(Formerly NCDA / NFGE)



Flamingo backs off extended shift for Dealers

By Sharon Gerrie
Staff writer - Las Vegas Business Press

  The extended shift time for dealers of 80 minutes on and 20 minutes off experimented recently at the Flamingo Hilton, has been rescinded in the face of Dealer opposition, according to Terry Lindberg, a public relations representative for the company.

  Because the controversy became an agenda item, Pat Kearns, vice president of casino operations for the Flamingo, held a closed meeting for dealers on May 3. Lindberg reported approximately 100 out of 300 dealers attended and informally voted by a show of hands to rescind the extended shift time and return to the 60 minutes on and 20 minutes off status. Lindberg said the old scheduling would be implemented immediately.

  Tony Badillo, president of The Nevada Casino Dealers Association (NCDA) said even though the extended shift time experiment was only tried at the Flamingo Hilton, his organization felt strongly enough about the switch to stand in opposition before the practice was extended to other Park Place Entertainment Inc. properties. The organization also owns Bally's, the Las Vegas Hilton and the recently acquired Caesar's Palace.

  In mid-April, after meeting with 41 dealers at The Flamingo Hilton, Kearns issued a memo to put employees changing the dealer shift schedule from 60 minutes on and 20 minutes off the tables to 80 minutes on and 20 minutes off.  Kearns wrote in the memo: "This would be better for the employees and the table games department. The dealers will make more tokes, work less overtime and we will save payroll dollars (which will enable us to fund other
improvements)."

"I got mixed messages, I guess."
-Pat Kearns,
(Flamingo VP of casino operations.)

  Three days later, a petition signed by more than 100 Flamingo dealers said: "We, the undersigned dealers, oppose unequivocally and without reservation the change in work rules that would require us to work 1 hour 20 minutes on, with a 20 minute break."  Kearns said he was suprised at the petition and thought his survey of a cross-section of dealers was a fair sampling and an unbiased show of support for the shift change. "I got mixed messages, I guess," Kearns said, "I held skip level meetings, meetings with employees on various pay levels and thought people would be behind it, so we tried the change for a week." Kearns, a former dealer, said he wanted to improve conditions, not to make them worse.
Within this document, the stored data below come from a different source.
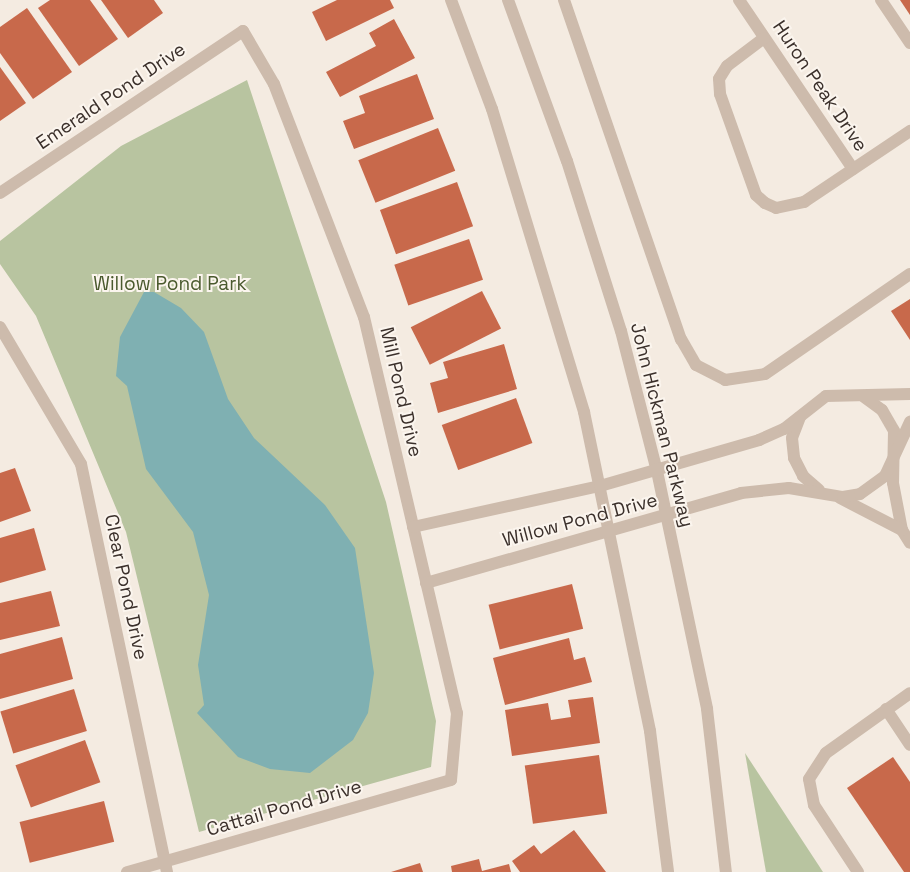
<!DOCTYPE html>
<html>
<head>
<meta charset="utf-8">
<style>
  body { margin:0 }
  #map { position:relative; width:910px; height:872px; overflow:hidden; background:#f4ebe1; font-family:"Space Grotesk",sans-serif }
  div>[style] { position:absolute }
  .green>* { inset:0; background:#b8c4a0 }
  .water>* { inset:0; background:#7fb0b2 }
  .building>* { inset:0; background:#c8694b; transform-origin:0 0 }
  .minor>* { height:12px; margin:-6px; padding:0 6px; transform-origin:6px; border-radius:6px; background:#cdbbac }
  span { translate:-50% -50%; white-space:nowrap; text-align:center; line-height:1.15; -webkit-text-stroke:4px #fbf5ee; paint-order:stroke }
  .street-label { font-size:19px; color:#3b302b }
  .park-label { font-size:19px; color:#4a5a2e }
</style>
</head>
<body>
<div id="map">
  <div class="green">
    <div style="clip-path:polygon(247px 80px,386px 502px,436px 721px,431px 767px,199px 832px,126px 532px,36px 316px,0 264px,0 241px,121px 146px)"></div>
    <div style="clip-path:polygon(745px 753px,823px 872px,766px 872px)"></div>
  </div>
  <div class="water">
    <div style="clip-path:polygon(144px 292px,154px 292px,181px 308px,204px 332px,228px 399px,254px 438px,325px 505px,355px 548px,374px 673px,368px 713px,353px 740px,310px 773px,270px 769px,238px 757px,197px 713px,204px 705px,198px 665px,209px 595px,193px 532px,146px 469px,127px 386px,116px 376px,120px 337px)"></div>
  </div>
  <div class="building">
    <div style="clip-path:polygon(50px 0,90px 0,118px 39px,79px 66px,38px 8px)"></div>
    <div style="clip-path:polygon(101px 0,154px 0,163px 13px,128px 38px)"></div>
    <div style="clip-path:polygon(337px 0,390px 0,394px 8px,326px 41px,312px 12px)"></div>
    <div style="clip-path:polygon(900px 0,910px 0,910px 15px)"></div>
    <div style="clip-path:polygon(27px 8px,72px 72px,33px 99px,0 53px,0 27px)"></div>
    <div style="clip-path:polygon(394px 19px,415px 58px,340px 97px,326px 72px,376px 46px,369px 33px)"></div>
    <div style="clip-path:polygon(0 67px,26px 103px,0 121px)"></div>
    <div style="clip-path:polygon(417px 74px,434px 119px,354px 149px,343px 121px,365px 113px,359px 96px)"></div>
    <div style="left:438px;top:128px;width:46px;height:86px;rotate:68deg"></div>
    <div style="left:457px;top:182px;width:47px;height:82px;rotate:70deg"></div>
    <div style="left:469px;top:239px;width:43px;height:79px;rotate:71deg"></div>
    <div style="left:482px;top:291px;width:42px;height:80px;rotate:63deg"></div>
    <div style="clip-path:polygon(910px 299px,910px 340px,891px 311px)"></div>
    <div style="clip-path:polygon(504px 344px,517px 389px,438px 413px,430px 383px,448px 378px,443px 362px)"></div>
    <div style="left:516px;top:398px;width:48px;height:79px;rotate:70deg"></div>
    <div style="clip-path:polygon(15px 468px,31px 511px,0 522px,0 473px)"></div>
    <div style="clip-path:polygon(34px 528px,46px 570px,0 583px,0 538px)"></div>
    <div style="left:572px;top:584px;width:46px;height:86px;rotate:76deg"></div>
    <div style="clip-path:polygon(51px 591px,60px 626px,0 640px,0 603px)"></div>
    <div style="clip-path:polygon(62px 637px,73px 679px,0 699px,0 654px)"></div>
    <div style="clip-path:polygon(569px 638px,574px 660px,585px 657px,592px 682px,505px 705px,493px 658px)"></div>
    <div style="left:74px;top:689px;width:44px;height:77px;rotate:73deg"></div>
    <div style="clip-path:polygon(593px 697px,600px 743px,512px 756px,505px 710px,548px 703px,551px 720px,571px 717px,568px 700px)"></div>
    <div style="left:85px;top:740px;width:45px;height:74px;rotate:70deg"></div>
    <div style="left:599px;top:755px;width:59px;height:75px;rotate:82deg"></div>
    <div style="clip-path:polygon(893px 757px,910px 782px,910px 872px,904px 872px,847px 788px)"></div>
    <div style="left:104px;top:801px;width:42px;height:87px;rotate:76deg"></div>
    <div style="clip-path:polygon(574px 830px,606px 872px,520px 872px,512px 861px,534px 845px,541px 854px)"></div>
    <div style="clip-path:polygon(479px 859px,482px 871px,509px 864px,511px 872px,452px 872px,451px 866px)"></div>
    <div style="clip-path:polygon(420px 863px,423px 872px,391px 872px)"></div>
  </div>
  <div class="minor">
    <div style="left:451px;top:0;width:116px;rotate:69.4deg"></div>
    <div style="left:492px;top:109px;width:317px;rotate:73.1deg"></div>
    <div style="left:584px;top:412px;width:326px;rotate:78.3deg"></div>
    <div style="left:650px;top:731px;width:142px;rotate:82.7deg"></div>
    <div style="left:508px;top:0;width:171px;rotate:69.9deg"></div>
    <div style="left:567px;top:161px;width:178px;rotate:72.4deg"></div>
    <div style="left:621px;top:331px;width:145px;rotate:75.6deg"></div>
    <div style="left:657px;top:471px;width:243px;rotate:78.1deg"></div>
    <div style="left:707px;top:709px;width:164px;rotate:83.4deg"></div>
    <div style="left:564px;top:0;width:359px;rotate:71deg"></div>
    <div style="left:681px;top:339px;width:30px;rotate:60deg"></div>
    <div style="left:696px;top:365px;width:33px;rotate:27deg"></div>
    <div style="left:725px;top:380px;width:40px;rotate:-8.5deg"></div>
    <div style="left:765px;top:374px;width:176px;rotate:-34.6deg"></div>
    <div style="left:739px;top:0;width:204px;rotate:56deg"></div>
    <div style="left:881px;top:0;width:52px;rotate:56deg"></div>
    <div style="left:764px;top:38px;width:46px;rotate:142.9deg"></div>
    <div style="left:727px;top:66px;width:15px;rotate:122deg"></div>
    <div style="left:719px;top:79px;width:15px;rotate:86deg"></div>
    <div style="left:720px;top:94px;width:107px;rotate:70.4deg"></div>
    <div style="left:756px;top:195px;width:12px;rotate:42deg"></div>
    <div style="left:765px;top:203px;width:12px;rotate:24deg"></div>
    <div style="left:776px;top:208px;width:29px;rotate:-12deg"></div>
    <div style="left:804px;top:202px;width:128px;rotate:-33.8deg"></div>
    <div style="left:0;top:193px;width:292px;rotate:-33.7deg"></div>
    <div style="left:243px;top:31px;width:61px;rotate:59.7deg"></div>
    <div style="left:274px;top:84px;width:250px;rotate:68.9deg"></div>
    <div style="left:364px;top:317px;width:407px;rotate:76.8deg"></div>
    <div style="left:457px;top:713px;width:67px;rotate:95.1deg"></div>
    <div style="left:451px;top:780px;width:337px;rotate:164.1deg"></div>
    <div style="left:0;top:327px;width:159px;rotate:59.4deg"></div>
    <div style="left:81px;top:464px;width:417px;rotate:78.1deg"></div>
    <div style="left:864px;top:397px;width:22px;rotate:36deg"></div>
    <div style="left:882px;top:410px;width:24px;rotate:60deg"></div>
    <div style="left:894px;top:431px;width:52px;rotate:91.1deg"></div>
    <div style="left:893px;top:483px;width:48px;rotate:79.2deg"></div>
    <div style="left:902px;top:530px;width:15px;rotate:58deg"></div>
    <div style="left:800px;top:417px;width:22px;rotate:111deg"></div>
    <div style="left:792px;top:438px;width:20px;rotate:84deg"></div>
    <div style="left:794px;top:458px;width:20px;rotate:63deg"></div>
    <div style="left:803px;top:476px;width:21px;rotate:41deg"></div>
    <div style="left:840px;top:498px;width:70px;rotate:27.3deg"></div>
    <div style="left:413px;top:527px;width:191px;rotate:-12.4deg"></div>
    <div style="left:600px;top:486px;width:166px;rotate:-16.1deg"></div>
    <div style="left:759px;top:440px;width:27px;rotate:-24deg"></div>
    <div style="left:784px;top:429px;width:53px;rotate:-38.2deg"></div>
    <div style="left:826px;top:396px;width:84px;rotate:-1.4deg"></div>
    <div style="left:426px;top:583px;width:328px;rotate:-15.9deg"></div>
    <div style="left:741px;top:493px;width:48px;rotate:-5.9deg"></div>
    <div style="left:789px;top:488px;width:55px;rotate:9.5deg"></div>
    <div style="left:843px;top:497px;width:17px;rotate:-10deg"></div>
    <div style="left:860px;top:494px;width:31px;rotate:-36deg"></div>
    <div style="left:885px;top:476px;width:60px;rotate:-65.2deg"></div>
    <div style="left:886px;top:709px;width:43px;rotate:56.3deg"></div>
    <div style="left:858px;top:872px;width:80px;rotate:-123.3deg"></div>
    <div style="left:814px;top:805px;width:26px;rotate:-101deg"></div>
    <div style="left:809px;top:779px;width:31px;rotate:-57deg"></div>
    <div style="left:826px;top:753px;width:103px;rotate:-35.5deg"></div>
  </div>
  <div class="street-label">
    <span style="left:820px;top:86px;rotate:56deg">Huron Peak Drive</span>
    <span style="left:111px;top:96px;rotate:-34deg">Emerald Pond Drive</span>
    <span style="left:401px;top:392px;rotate:77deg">Mill Pond Drive</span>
    <span style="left:662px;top:425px;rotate:76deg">John Hickman Parkway</span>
    <span style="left:580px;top:520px;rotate:-15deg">Willow Pond Drive</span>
    <span style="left:126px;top:587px;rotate:78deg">Clear Pond Drive</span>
    <span style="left:284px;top:808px;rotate:-16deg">Cattail Pond Drive</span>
  </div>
  <div class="park-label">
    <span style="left:170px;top:284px">Willow Pond Park</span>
  </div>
</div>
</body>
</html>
  In a April 26 letter to Arthur Goldberg, president and CEO of Park Place Entertainment Inc., Badillo said Kearns "met with only a very small, handpicked percentage of dealers and by their own account of this meeting, some felt intimidated and were coerced into saying that they would try the altered work schedule."

  Badillo, a retired dealer after almost 40 years with the Sands, said for   years the normal shift for a dealer was " 40 (minutes) on and 20 (minutes) off." The change to "60 on and 20 off" was difficult, but it was most casinos now expect of its dealers.

  Mirage Resorts reports its dealers are still 40 minutes on and 20 off; Station Casinos schedules dealers at 60 on and 20 off; and Circus Circus dealers work 60 on and 20 off.

  Jack Lipsman, vice president of the NCDA, said keeping a dealer at a table for more than 60 minutes was asking for mistakes and would result in poor customer service and have a negative effect on dealer morale. Lipsman said the dealer is expected to totally concentrate on the game during the shift. After a certain period of time, he added, it's difficult to maintain the focus.

  In his letter to Goldman, Badillo said the loss of concentration can lead to loss of game protection, which would overshadow any money saved on payroll from the extended shifts. Lipsman said when changes like these arise, the talk of creating a union for the dealers becomes more attractive to the Casino Dealers Association members. Currently, there is no dealers' union and membership in the  association is voluntary. The organization has no collective bargaining rights.